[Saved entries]

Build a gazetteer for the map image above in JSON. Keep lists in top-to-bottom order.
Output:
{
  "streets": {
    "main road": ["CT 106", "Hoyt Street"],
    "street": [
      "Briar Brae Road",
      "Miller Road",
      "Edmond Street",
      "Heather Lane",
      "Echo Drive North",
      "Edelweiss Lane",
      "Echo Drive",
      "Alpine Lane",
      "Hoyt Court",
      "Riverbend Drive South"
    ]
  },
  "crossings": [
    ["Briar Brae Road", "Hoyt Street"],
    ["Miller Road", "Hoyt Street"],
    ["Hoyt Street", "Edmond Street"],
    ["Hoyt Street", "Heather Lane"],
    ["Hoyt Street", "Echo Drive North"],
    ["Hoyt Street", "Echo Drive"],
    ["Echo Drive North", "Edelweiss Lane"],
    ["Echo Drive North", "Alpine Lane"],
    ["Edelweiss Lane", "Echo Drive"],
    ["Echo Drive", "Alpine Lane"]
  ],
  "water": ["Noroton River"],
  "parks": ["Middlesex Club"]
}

▶ **WHAT NEEDS TO BE DONE**
A verbatim copy of all the records is required. Write it out in full.

▶ **SOLVED EXERCISE**
Build a gazetteer for the map image above in JSON. Keep lists in top-to-bottom order.
Output:
{
  "streets": {
    "main road": ["CT 106", "Hoyt Street"],
    "street": [
      "Briar Brae Road",
      "Miller Road",
      "Edmond Street",
      "Heather Lane",
      "Echo Drive North",
      "Edelweiss Lane",
      "Echo Drive",
      "Alpine Lane",
      "Hoyt Court",
      "Riverbend Drive South"
    ]
  },
  "crossings": [
    ["Briar Brae Road", "Hoyt Street"],
    ["Miller Road", "Hoyt Street"],
    ["Hoyt Street", "Edmond Street"],
    ["Hoyt Street", "Heather Lane"],
    ["Hoyt Street", "Echo Drive North"],
    ["Hoyt Street", "Echo Drive"],
    ["Echo Drive North", "Edelweiss Lane"],
    ["Echo Drive North", "Alpine Lane"],
    ["Edelweiss Lane", "Echo Drive"],
    ["Echo Drive", "Alpine Lane"]
  ],
  "water": ["Noroton River"],
  "parks": ["Middlesex Club"]
}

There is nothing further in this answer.